Data is present in all the organization’s processes, from risk or regulatory compliance to routine operations, so when data problems arise and bad data starts propagating across the organisation, impacting every process, from the most operational all the way to high lever decision making, and considering the number of decisions being made daily, from the more operational level to the more strategic, the impacts on business are impressive and may extend to the long term.

This is where data lineage comes into play.

Data lineage maps the flows of data through the organization, making those root causes and impact analysis viable, providing full visibility over organizations data flows, and making it possible to identify and fix data problems, making possible to correct the processes and implement effective corrective and preventive measures.

Not without challenges

Data lineage can only be fully effective and reliable if it’s fully automated – This is the truly challenging requirement.

Manual data lineage is a scenario that can’t even be considered, besides being an intensive, time and resource consuming process, it is also highly susceptible to errors – Sometimes adding to the problems instead of solving them.

If we look closely at the characteristics of a common data ecosystem, we can see they are tendentially siloed, using multiple types of data sources, with data flows supported by multiple technologies and coded with very distinct methodologies and quality levels (All items to take under consideration when selecting a data lineage tool).
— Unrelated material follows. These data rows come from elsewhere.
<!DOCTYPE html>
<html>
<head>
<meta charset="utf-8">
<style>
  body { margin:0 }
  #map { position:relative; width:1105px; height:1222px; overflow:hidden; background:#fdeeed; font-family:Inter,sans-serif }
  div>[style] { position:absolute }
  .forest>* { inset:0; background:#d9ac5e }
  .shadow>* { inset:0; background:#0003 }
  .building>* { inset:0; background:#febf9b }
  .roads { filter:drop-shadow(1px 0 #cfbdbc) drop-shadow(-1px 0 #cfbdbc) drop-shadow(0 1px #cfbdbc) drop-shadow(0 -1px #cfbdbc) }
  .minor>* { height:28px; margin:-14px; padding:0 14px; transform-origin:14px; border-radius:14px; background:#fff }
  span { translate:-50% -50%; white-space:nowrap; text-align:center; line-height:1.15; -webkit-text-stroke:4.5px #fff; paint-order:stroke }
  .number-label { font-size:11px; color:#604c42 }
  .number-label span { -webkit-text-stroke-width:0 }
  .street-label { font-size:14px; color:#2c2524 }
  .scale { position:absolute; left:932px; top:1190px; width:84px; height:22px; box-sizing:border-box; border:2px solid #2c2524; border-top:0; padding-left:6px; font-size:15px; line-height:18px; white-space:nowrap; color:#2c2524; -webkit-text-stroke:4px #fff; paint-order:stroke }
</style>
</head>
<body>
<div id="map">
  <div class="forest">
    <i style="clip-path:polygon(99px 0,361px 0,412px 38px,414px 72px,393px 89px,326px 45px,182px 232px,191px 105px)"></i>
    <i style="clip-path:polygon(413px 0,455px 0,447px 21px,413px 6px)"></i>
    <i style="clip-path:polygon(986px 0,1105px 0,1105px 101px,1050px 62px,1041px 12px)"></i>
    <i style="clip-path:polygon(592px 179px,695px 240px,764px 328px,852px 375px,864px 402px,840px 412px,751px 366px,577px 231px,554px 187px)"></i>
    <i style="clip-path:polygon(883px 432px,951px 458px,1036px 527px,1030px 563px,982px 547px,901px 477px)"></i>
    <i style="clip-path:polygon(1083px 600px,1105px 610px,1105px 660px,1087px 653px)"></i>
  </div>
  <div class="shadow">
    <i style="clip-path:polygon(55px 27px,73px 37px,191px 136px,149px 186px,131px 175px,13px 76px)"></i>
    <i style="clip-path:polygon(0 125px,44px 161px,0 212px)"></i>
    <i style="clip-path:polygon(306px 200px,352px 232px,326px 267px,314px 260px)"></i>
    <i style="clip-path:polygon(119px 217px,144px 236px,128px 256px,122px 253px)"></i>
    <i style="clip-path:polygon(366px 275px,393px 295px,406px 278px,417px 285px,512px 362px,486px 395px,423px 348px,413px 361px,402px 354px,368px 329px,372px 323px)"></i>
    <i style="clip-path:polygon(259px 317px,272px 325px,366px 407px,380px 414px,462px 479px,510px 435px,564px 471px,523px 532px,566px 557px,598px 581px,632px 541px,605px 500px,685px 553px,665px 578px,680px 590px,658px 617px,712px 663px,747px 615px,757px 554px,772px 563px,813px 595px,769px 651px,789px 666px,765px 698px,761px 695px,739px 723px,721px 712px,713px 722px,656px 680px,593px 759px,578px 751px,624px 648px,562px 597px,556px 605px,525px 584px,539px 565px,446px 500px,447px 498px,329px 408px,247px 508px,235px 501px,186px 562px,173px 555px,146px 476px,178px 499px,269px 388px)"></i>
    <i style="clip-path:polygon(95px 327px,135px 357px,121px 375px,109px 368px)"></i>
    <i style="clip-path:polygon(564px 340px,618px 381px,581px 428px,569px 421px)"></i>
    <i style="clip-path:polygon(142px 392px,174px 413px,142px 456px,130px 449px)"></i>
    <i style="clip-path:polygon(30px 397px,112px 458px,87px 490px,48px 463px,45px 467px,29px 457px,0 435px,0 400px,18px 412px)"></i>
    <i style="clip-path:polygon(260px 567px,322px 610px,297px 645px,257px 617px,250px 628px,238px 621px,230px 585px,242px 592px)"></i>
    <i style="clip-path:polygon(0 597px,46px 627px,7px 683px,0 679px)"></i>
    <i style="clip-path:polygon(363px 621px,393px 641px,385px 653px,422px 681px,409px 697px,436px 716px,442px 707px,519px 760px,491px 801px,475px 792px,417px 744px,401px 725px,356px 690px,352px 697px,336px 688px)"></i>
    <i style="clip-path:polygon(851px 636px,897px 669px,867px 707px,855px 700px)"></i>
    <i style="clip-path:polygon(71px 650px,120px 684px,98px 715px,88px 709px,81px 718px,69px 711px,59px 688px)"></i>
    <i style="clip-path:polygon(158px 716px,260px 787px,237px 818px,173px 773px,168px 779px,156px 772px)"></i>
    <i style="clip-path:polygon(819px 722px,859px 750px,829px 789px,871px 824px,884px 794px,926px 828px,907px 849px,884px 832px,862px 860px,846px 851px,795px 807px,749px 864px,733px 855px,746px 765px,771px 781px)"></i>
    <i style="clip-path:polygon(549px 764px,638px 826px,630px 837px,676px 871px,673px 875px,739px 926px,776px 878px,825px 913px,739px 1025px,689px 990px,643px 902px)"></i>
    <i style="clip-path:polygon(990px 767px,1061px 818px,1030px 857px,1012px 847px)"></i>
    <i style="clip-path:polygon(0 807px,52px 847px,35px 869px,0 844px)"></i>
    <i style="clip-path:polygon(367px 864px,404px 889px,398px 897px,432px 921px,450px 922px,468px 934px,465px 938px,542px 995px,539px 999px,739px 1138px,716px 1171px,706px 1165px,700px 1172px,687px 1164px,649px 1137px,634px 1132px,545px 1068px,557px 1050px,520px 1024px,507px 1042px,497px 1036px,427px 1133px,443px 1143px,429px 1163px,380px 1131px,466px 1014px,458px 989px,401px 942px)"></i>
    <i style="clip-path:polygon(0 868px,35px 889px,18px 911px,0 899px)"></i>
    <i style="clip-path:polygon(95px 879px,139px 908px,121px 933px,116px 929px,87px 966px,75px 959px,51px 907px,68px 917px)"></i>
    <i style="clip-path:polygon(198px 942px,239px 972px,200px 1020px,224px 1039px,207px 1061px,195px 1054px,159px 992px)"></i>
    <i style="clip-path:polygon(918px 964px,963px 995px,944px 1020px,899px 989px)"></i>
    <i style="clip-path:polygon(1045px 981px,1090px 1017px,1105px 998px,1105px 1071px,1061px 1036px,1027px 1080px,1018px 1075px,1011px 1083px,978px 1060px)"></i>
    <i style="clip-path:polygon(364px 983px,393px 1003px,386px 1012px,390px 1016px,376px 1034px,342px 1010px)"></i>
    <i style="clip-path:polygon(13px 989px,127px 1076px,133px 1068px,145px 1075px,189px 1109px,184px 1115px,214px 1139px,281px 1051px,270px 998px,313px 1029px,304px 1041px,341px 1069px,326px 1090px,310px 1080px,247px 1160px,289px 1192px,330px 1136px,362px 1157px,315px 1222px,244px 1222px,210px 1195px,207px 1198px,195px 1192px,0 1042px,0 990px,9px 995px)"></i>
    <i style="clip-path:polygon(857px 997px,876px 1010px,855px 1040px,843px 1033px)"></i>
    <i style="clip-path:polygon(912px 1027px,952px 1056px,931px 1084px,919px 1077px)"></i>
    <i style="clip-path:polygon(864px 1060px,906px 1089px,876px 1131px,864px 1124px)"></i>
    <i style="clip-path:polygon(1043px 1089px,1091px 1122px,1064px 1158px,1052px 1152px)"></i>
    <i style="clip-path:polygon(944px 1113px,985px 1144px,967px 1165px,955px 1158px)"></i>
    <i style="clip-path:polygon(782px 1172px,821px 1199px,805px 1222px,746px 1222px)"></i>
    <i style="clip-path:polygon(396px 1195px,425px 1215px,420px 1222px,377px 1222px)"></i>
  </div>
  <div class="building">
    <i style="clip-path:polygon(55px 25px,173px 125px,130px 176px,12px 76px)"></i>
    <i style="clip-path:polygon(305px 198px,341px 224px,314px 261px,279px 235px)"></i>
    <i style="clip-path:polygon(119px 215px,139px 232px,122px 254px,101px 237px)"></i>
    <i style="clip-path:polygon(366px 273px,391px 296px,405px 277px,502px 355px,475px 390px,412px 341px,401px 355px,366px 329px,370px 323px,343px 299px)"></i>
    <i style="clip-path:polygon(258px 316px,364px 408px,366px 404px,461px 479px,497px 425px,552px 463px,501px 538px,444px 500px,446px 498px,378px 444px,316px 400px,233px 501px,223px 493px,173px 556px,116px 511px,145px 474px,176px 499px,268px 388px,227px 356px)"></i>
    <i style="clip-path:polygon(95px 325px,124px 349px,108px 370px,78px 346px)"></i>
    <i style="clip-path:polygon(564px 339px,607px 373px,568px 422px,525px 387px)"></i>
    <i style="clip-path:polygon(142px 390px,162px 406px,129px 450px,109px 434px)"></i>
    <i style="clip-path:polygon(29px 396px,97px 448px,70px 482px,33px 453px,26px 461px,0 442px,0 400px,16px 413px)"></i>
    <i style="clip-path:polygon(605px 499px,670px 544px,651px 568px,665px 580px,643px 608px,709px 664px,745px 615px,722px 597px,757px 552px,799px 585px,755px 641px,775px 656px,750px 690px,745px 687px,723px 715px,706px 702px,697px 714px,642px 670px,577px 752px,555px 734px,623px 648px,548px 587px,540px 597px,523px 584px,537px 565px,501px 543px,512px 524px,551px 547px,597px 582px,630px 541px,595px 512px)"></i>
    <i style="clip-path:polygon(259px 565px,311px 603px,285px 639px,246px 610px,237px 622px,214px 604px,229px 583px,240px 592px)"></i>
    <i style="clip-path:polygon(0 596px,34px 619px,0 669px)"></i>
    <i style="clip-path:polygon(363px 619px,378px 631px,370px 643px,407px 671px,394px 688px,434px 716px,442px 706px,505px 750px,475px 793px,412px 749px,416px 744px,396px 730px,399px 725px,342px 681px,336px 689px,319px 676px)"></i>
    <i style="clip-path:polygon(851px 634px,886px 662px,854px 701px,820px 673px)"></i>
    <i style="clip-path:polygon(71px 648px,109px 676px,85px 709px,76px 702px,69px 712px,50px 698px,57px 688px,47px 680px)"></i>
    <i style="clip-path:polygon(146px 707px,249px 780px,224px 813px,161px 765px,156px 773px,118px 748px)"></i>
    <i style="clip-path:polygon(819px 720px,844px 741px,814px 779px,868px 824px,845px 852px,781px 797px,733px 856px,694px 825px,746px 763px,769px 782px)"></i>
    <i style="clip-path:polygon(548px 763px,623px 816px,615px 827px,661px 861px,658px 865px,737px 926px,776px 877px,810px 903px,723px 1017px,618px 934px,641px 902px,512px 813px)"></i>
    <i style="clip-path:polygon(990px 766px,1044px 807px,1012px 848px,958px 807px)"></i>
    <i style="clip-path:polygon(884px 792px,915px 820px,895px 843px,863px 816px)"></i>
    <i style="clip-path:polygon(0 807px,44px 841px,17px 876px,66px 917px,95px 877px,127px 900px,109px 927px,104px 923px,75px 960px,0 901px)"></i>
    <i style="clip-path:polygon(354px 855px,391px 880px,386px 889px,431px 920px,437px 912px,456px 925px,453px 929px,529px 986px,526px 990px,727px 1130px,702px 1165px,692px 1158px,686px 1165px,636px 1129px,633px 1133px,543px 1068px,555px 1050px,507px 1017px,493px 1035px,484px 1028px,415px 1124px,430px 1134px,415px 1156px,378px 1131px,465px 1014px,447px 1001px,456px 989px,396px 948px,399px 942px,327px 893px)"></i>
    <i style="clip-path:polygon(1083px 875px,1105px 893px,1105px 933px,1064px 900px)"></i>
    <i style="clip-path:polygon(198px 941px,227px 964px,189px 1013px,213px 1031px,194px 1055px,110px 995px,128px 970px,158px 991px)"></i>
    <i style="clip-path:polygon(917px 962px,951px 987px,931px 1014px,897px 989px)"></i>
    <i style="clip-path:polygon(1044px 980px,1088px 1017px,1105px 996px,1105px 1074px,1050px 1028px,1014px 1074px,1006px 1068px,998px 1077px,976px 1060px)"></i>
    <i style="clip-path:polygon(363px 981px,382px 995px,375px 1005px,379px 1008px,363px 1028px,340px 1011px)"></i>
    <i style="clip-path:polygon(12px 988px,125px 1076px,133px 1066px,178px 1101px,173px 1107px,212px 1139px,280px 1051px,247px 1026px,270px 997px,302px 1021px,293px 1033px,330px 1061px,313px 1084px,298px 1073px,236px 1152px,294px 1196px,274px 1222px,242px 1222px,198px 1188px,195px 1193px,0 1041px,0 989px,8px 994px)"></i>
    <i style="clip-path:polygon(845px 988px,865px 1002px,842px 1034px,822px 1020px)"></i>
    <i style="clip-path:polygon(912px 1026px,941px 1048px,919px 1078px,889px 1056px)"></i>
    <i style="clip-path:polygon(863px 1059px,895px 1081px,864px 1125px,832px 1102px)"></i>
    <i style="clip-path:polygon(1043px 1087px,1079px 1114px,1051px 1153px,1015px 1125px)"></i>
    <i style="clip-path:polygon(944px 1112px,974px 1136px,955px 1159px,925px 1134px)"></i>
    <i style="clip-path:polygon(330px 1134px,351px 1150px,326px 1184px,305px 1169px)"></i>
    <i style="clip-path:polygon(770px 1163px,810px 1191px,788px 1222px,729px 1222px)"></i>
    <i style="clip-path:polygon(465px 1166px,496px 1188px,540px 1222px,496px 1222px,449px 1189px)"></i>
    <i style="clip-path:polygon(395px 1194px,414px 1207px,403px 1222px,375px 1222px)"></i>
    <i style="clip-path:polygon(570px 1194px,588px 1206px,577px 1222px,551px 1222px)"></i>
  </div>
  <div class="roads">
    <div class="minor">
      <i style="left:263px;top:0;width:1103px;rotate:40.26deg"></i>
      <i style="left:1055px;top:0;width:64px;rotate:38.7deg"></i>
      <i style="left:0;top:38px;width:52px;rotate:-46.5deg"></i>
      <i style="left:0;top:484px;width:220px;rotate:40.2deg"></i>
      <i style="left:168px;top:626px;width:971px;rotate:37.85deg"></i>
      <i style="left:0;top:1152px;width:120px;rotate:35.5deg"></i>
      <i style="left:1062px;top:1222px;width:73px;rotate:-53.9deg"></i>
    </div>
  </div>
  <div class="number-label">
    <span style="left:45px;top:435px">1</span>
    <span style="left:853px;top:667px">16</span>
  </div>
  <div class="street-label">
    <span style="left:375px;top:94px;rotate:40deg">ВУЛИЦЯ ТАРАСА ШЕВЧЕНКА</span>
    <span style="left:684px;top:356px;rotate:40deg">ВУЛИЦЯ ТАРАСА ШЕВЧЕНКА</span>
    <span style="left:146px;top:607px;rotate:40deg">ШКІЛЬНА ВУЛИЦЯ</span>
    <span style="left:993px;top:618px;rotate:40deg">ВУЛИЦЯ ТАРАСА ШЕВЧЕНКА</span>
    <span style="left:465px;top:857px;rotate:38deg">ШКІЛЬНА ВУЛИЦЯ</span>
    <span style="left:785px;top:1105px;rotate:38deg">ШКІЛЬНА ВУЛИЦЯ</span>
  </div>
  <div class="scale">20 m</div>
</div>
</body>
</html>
It’s easy to conclude that data lineage, taken in a holist approach, can easily turn in an expensive initiative, that is time and resource consuming and can span through long time frames.

Finally, we are talking of the kind of initiative where the added value is hard to determine, making it hard, even with a strong sponsorship, to keep the necessary traction to complete all the necessary changes.

Focused approach

As in other kinds of initiatives with similar characteristics, the approach should be focused and the less disruptive possible to allow data lineage to gain some traction withing the organization.

Developing a sequence of targeted initiatives, instead of a single large initiative, has the benign effect of increasing the awareness of the importance and impact of data quality across the organization, increasing the overall internal engagement.

Start with business areas than can clearly identify and measure the business impact of bad data on their processes. In every organization the opportunities to identify these cases are abundant. Across all the business areas there are pain points related with the quality of data and identifying them is not a challenge.

Once a critical pain point is identified, you’ll have the business stakeholder that can passionately and effectively articulate the impacts of poor data quality in their processes and that will be eager to defend the project.

Having the business stakeholder working by your side will accelerate the process of quickly move from the findings to specific actions.

Making the option for smaller, focused initiatives that are more focused and efficient creates and increases the awareness across the enterprise and ends acting as the motor from within the organization that will allow data lineage to propagate across all the data processes.